A reset function is usually required to recover from a fault in the safety system. When a valve fault is detected (one pressure sensor not in the correct state), experts recommend incorporating a reset function. This prevents further operation, which could otherwise lead to a build-up of faults and a loss of the safety function. Detection of any fault, though, must shut off the actuating signals to the valve, and they must remain off until a reset is performed. A risk assessment and available machine-specific safety standards should determine whether a dedicated, separate valve reset or an automatic valve reset is appropriate for the specific application.

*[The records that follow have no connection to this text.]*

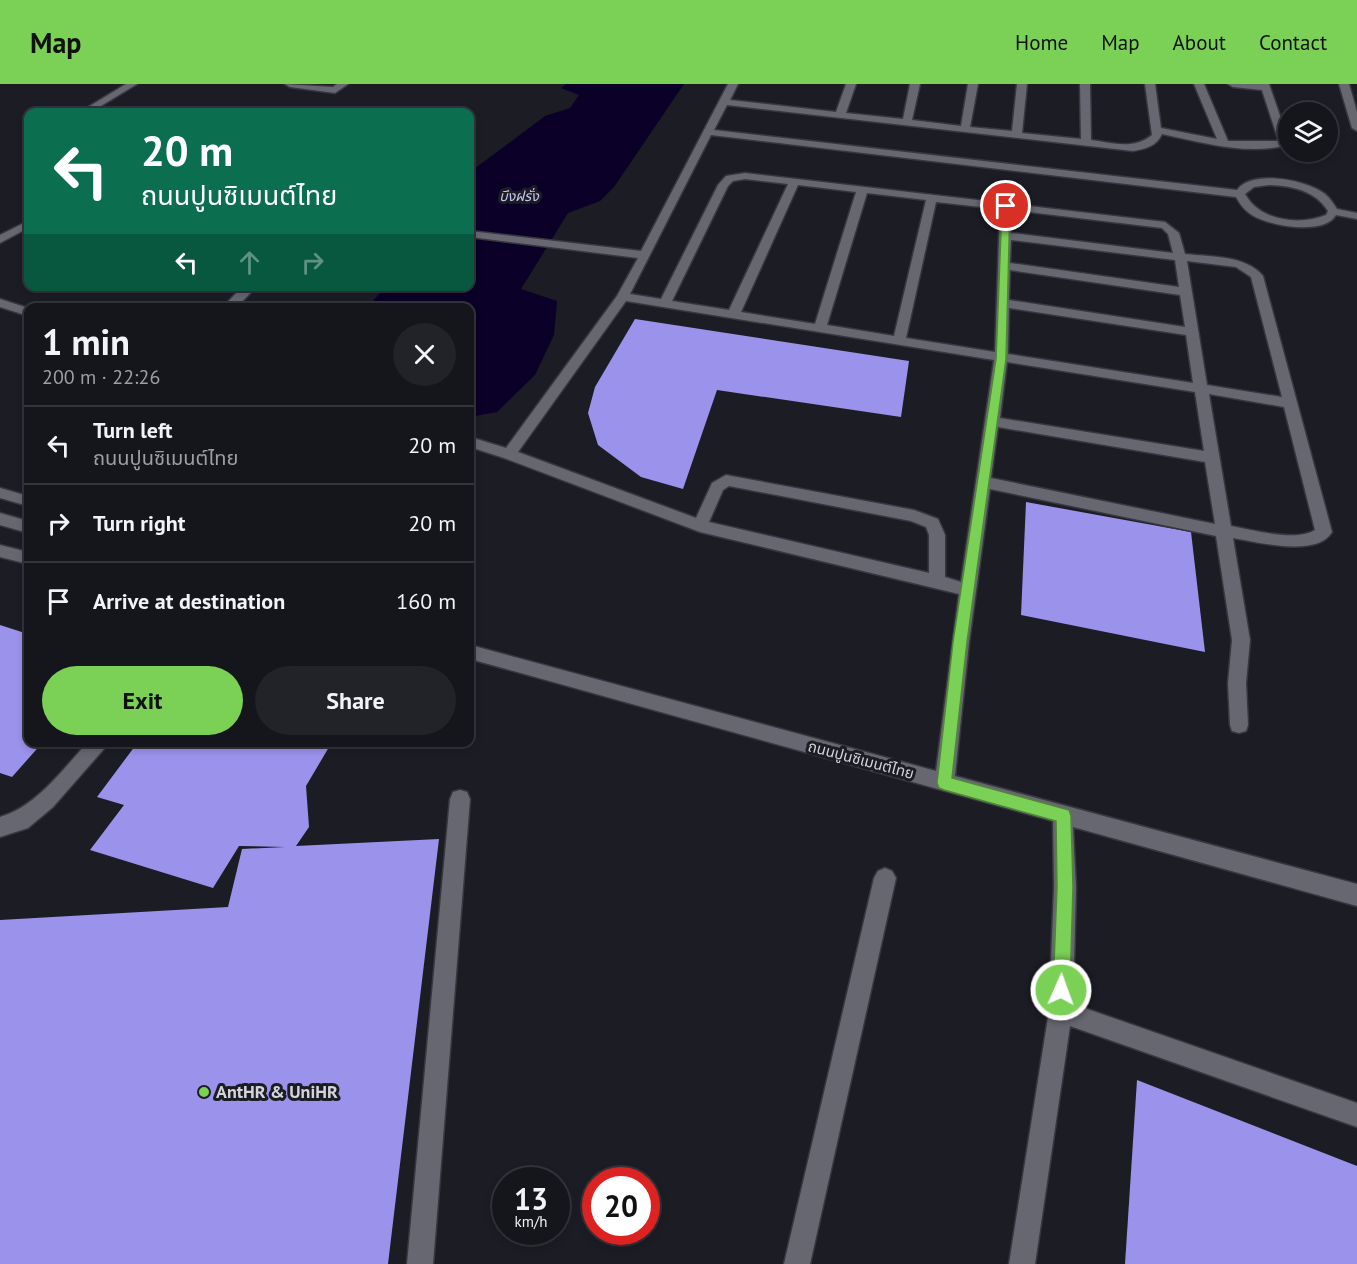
<!DOCTYPE html>
<meta charset="utf-8">
<style>
body{margin:0;font-family:"PT Sans","Noto Sans Thai",sans-serif;background:#222229;color:#f1f3f6;height:100vh;display:flex;flex-direction:column;font-size:22px;white-space:nowrap}
*{box-sizing:border-box;margin:0}
p{font-size:20px;color:#9d9fa3}
.icon{flex:none;width:33px;height:33px;fill:none;stroke:currentColor;stroke-width:2;stroke-linecap:round;stroke-linejoin:round}
.map{position:relative;flex:1;overflow:hidden}
.drawer{position:absolute;left:24px;top:219px;width:450px;height:444px;display:flex;flex-direction:column;background:#15151c;border-radius:12px;box-shadow:0 3px 9px #0003,0 0 0 2px #34343b}
.drawer>*{flex:none}
.banner{position:absolute;left:24px;top:24px;width:450px;height:183px;border-radius:12px;box-shadow:0 3px 9px #0003,0 0 0 2px #34343b;background:#0b6e4f;color:#fff;overflow:hidden}
.tools{position:absolute;left:1278px;top:18px;display:grid;gap:12px}
.tools a{display:grid;place-items:center;width:60px;height:60px;border-radius:50%;background:#15151c;box-shadow:0 3px 9px #0003,0 0 0 2px #34343b;font-size:30px}
.speed{position:absolute;left:492px;top:1083px;display:flex;gap:12px;font-size:30px;font-weight:700;text-align:center}
.speed>*{display:grid;place-content:center;width:78px;height:78px;border-radius:50%;background:#15151c;box-shadow:0 3px 9px #0003,0 0 0 2px #34343b;line-height:1}
.speed small{font-size:15px;font-weight:400}
.speed .limit{border:9px solid #d22;background:#fff;color:#111}
.pin{position:absolute;display:grid;place-items:center;width:51px;height:51px;color:#fff;margin:-26px;border:3px solid #fff;border-radius:50%;box-shadow:0 2px 6px #0007}
.me{position:absolute;width:66px;margin:-33px;rotate:2deg;stroke-linejoin:round;filter:drop-shadow(0 0 4px #0008)}
.turn{display:flex;align-items:center;gap:21px;height:126px;padding:0 18px;font-size:27px}
.turn .icon{width:78px;height:78px;stroke-width:2.5}
.turn b{display:block;font-size:42px;line-height:51px}
.lanes{display:flex;align-items:center;height:57px;padding:0 18px;background:#0003;justify-content:center;gap:30px;direction:ltr}
.lanes .off{opacity:.35}
.round{display:grid;place-items:center;flex:none;width:63px;height:63px;border-radius:32px;background:#222229}
.summary{display:flex;align-items:center;justify-content:space-between;height:102px;padding:0 18px}
h1{font-size:36px;font-weight:700;line-height:45px}
.action{display:flex;gap:12px;margin-top:auto;padding:12px 18px}
.action a{flex:1;height:69px;border-radius:36px;background:#7bd156;color:#111;font-size:24px;font-weight:700;line-height:69px;text-align:center}
.action a+a{background:#222229;color:#f1f3f6}
ul{padding:0;list-style:none}
li{display:flex;align-items:center;gap:18px;height:78px;padding:0 18px;border-top:2px solid #34343b}
li div{flex:1}
li b{display:block;font-size:22px}
li em{font-style:normal}
header{display:flex;align-items:center;gap:36px;box-sizing:border-box;height:84px;padding:0 30px;background:#7bd156;color:#111}
header strong{font-size:28px}
nav{display:flex;gap:33px;margin-inline-start:auto;font-size:21px}
.map>svg:first-child{display:block}
.water{fill:#0b0128}
.building{fill:#9b92eb}
.lines{fill:none;stroke-linecap:round;stroke-linejoin:round}
.minor-casing{stroke:#38373f;stroke-width:3}
.minor{fill:#676772;fill-rule:evenodd}
.route{fill:#7bd156;stroke:#508838;stroke-width:1.5}
.poi-dot{fill:#7bd156;stroke:#1c1c25;stroke-width:2}
.labels{text-anchor:middle;stroke-width:6;stroke-linejoin:round;paint-order:stroke}
.far-water-label{font-size:14px;font-style:italic;fill:#c7c4f2;stroke:#1c1c25}
.street-label{font-size:15px;fill:#d4d4da;stroke:#1c1c25}
.near-poi-label{font-size:18px;font-weight:bold;fill:#d4d4da;stroke:#1c1c25;text-anchor:start}
</style>
<header>
<strong>Map</strong>
<nav><a>Home</a><a>Map</a><a>About</a><a>Contact</a></nav>
</header>
<div class="map">
<svg width="1357" height="1180" viewBox="0 0 1357 1180">
<rect width="100%" height="100%" fill="#1c1c25"/>
<polygon class="water" points="566,0 684,0 614,103 600,117 568,129 521,205 557,217 554,251 535,291 497,328 470,333 470,224 367,224 385,203 470,202 470,88 545,32 570,24 579,11 561,4"/>
<g class="building">
<polygon points="635,235 909,277 901,333 717,306 683,405 641,393 598,361 588,329 595,303"/>
<polygon points="1026,418 1191,448 1205,568 1021,531"/>
<polygon points="0,541 28,550 28,658 43,658 12,693 0,689"/>
<polygon points="138,658 332,658 306,702 309,743 296,762 439,755 388,1180 0,1180 0,836 228,823 242,765 285,763 239,762 213,804 90,766 124,721 97,713"/>
<polygon points="1137,996 1357,1082 1357,1180 1125,1180"/>
</g>
<g class="lines">
<defs>
<g id="minor">
<polygon points="126,0 137,0 91,28 80,28"/>
<polygon points="285,0 333,3 337,0 348,0 335,9 290,3"/>
<path d="M 728,0 L 738,0 L 730,16 L 836,28 L 846,0 L 856,0 L 846,29 L 903,35 L 910,0 L 920,0 L 912,36 L 961,42 L 968,0 L 978,0 L 970,43 L 1012,47 L 1017,0 L 1027,0 L 1022,49 L 1081,55 L 1080,0 L 1090,0 L 1091,56 C 1113,59 1134,66 1152,51 L 1145,0 L 1155,0 L 1161,44 L 1217,55 L 1194,0 L 1204,0 L 1228,57 L 1277,57 L 1278,55 L 1262,6 L 1233,3 L 1228,0 L 1269,0 L 1288,55 L 1284,62 C 1243,71 1201,58 1162,50 C 1157,62 1145,65 1133,67 L 727,21 L 714,46 L 1237,106 C 1252,85 1307,96 1325,110 C 1330,114 1333,119 1337,125 L 1357,129 L 1357,135 L 1336,131 C 1324,152 1269,142 1252,131 C 1244,126 1240,120 1236,113 L 711,51 L 630,210 L 661,215 L 718,101 L 726,92 L 745,89 L 1165,138 L 1179,149 L 1185,170 C 1211,173 1246,171 1263,192 L 1332,448 C 1317,474 1257,458 1233,454 L 1250,556 L 1246,599 L 1248,641 L 1246,647 L 1239,649 L 1232,647 L 1230,641 L 1228,599 L 1232,556 L 1216,452 L 990,405 L 969,559 L 955,692 L 1357,800 L 1357,822 L 1073,743 L 1076,803 L 1073,920 L 1357,1019 L 1357,1043 L 1070,942 L 1035,1180 L 1009,1180 L 1049,927 L 1054,803 L 1053,737 L 470,575 L 470,561 L 936,687 L 959,510 L 700,448 L 504,374 L 470,363 L 470,353 L 506,364 L 617,212 L 638,174 L 470,153 L 470,147 L 641,167 ZM 745,95 L 788,100 L 729,226 L 672,217 L 728,102 L 733,97 ZM 798,101 L 856,108 L 815,240 L 741,228 ZM 1269,101 C 1291,102 1315,106 1328,127 L 1326,131 C 1299,142 1260,137 1245,110 L 1254,103 ZM 867,109 L 926,116 L 894,252 L 827,241 ZM 936,118 L 1000,125 L 995,268 L 906,254 ZM 1011,126 L 1162,144 L 1168,150 L 1173,169 L 1011,149 ZM 1011,156 L 1175,176 L 1179,203 L 1010,179 ZM 1187,177 L 1236,183 L 1251,193 L 1282,313 L 1207,301 ZM 1010,186 L 1180,211 L 1185,243 L 1009,216 ZM 626,217 L 994,276 L 961,498 L 945,493 L 945,451 L 938,435 L 914,426 L 726,391 L 712,399 L 696,434 L 518,368 ZM 1009,224 L 1186,251 L 1193,299 L 1008,270 ZM 1007,278 L 1195,308 L 1204,367 L 1000,334 ZM 1209,310 L 1284,323 L 1315,446 C 1296,458 1253,446 1231,442 ZM 998,343 L 1205,378 L 1215,440 L 991,394 ZM 729,402 L 911,437 L 926,443 L 929,451 L 929,489 L 709,438 L 723,406 Z"/>
<polygon points="1339,0 1349,0 1357,28 1357,47 1352,44"/>
<polygon points="28,137 28,144 0,159 0,151"/>
<polygon points="243,202 257,202 236,224 222,224"/>
<polygon points="0,215 28,224 28,232 0,223"/>
<polygon points="0,404 28,412 28,422 0,414"/>
<polygon points="0,429 28,437 28,449 0,441"/>
<polygon points="0,461 28,468 28,480 0,473"/>
<path d="M 88,658 L 110,658 L 53,723 L 28,744 L 0,753 L 0,733 C 36,723 63,685 88,658 Z"/>
<polygon points="460,706 467,708 470,715 433,1180 407,1180 450,715 453,708"/>
<polygon points="885,784 892,787 896,794 810,1180 784,1180 874,794 878,787"/>
</g>
</defs>
<use href="#minor" class="minor-casing"/>
<use href="#minor" class="minor"/>
</g>
<polygon class="route" points="1006,120 1010,122 1006,275 967,558 952,694 1069,726 1071,732 1073,803 1070,906 1068,912 1061,915 1055,912 1053,906 1057,803 1056,737 944,706 939,704 937,699 953,558 996,275 1002,122"/>
<circle class="poi-dot" cx="204" cy="1008" r="6"/>
<g class="labels">
<g class="far-water-label">
<text x="519" y="117">บึงฝรั่ง</text>
</g>
<g class="street-label">
<text transform="translate(861 676) rotate(15)" y="5">ถนนปูนซิเมนต์ไทย</text>
</g>
<g class="near-poi-label">
<text x="216" y="1014">AntHR &amp; UniHR</text>
</g>
</g>
</svg>
<div class="tools">
<a><svg class="icon" aria-label="layers" viewBox="0 0 24 24"><path d="M12 4l9 5-9 5-9-5zM3 14l9 5 9-5"/></svg></a>
</div>
<div class="speed"><div>13<small>km/h</small></div><div class="limit">20</div></div>
<div class="pin" style="left:1006px;top:122px;background:#d93025"><svg class="icon" aria-label="arrive" viewBox="0 0 24 24"><path d="M6 21V4h12l-3 4 3 4H6"/></svg></div>
<svg class="me" style="left:1061px;top:906px" viewBox="-20 -20 40 40"><circle r="17" fill="#7bd156" stroke="#fff" stroke-width="3"/><path d="M0-11L8 9 0 5-8 9z" fill="#fff"/></svg>
<div class="banner">
<div class="turn"><svg class="icon" aria-label="left" viewBox="0 0 24 24"><path d="M17 20v-9H6M10 6l-5 5 5 5"/></svg><div><b>20 m</b>ถนนปูนซิเมนต์ไทย</div></div>
<div class="lanes"><svg class="icon" aria-label="left" viewBox="0 0 24 24"><path d="M17 20v-9H6M10 6l-5 5 5 5"/></svg><svg class="icon off" aria-label="ahead" viewBox="0 0 24 24"><path d="M12 20V5M6 11l6-6 6 6"/></svg><svg class="icon off" aria-label="right" viewBox="0 0 24 24"><path d="M7 20v-9h11M14 6l5 5-5 5"/></svg></div>
</div>
<section class="drawer">
<div class="summary"><div><h1>1 min</h1><p>200 m · 22:26</p></div><a class="round"><svg class="icon" aria-label="close" viewBox="0 0 24 24"><path d="M6 6l12 12M18 6L6 18"/></svg></a></div>
<ul>
<li><svg class="icon" aria-label="left" viewBox="0 0 24 24"><path d="M17 20v-9H6M10 6l-5 5 5 5"/></svg><div><b>Turn left</b><p>ถนนปูนซิเมนต์ไทย</p></div><em>20 m</em></li>
<li><svg class="icon" aria-label="right" viewBox="0 0 24 24"><path d="M7 20v-9h11M14 6l5 5-5 5"/></svg><div><b>Turn right</b></div><em>20 m</em></li>
<li><svg class="icon" aria-label="arrive" viewBox="0 0 24 24"><path d="M6 21V4h12l-3 4 3 4H6"/></svg><div><b>Arrive at destination</b></div><em>160 m</em></li>
</ul>
<div class="action"><a>Exit</a><a>Share</a></div>
</section>
</div>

One characteristic of any safety component is statistical component life—B10d. When designing a safety system according to ISO 13849-1, each component in the system needs a B10d or a mean time to dangerous failure (MTTFd). Engineers use a B10d value, along with the number of operations (nop) to determine the MTTFd of the component for the application: MTTFd = B10d/nop.
Valves that use electromechanical components for monitoring are usually limited by the life of the monitoring components. Using solid-state electronic pressure sensors for monitoring greatly improves the B10d numbers as there are no mechanical wear components. Therefore, the P33 safety exhaust valve is given as 20,000,000 cycles for B10d.
Evaluating Performance Level
The required Performance Level (PLr) should be determined by a risk assessment. Once a PLr is determined, application statistical component life (MTTFd), circuit architecture (Category), monitoring (DC), and consideration of common-cause failures (CCF) can be used to determine the system PL. The system PL must equal or exceed the required Performance Level. This is similar to working with Safety Integrity Levels (SIL). (See the accompanying MTTFd chart for more details.)
For applications where the severity of injury and level of exposure are high, the percentage of diagnostic coverage of the monitoring system must be high as well. Depending on the safety relays or safety PLCs used to control command and monitoring, the system can achieve a high Performance Level, up to PL e and Safe Integrity Level to SIL 3.
If risk assessment demands a safety rating of PL c or higher for the pneumatic system, a dual-redundant safety exhaust valve is a simple-to-implement and cost-effective way to attain the required safety level. Parker’s P33 safe exhaust valve has been designed to fit well into both mid- and high-level safety circuits to ensure machines are properly protected.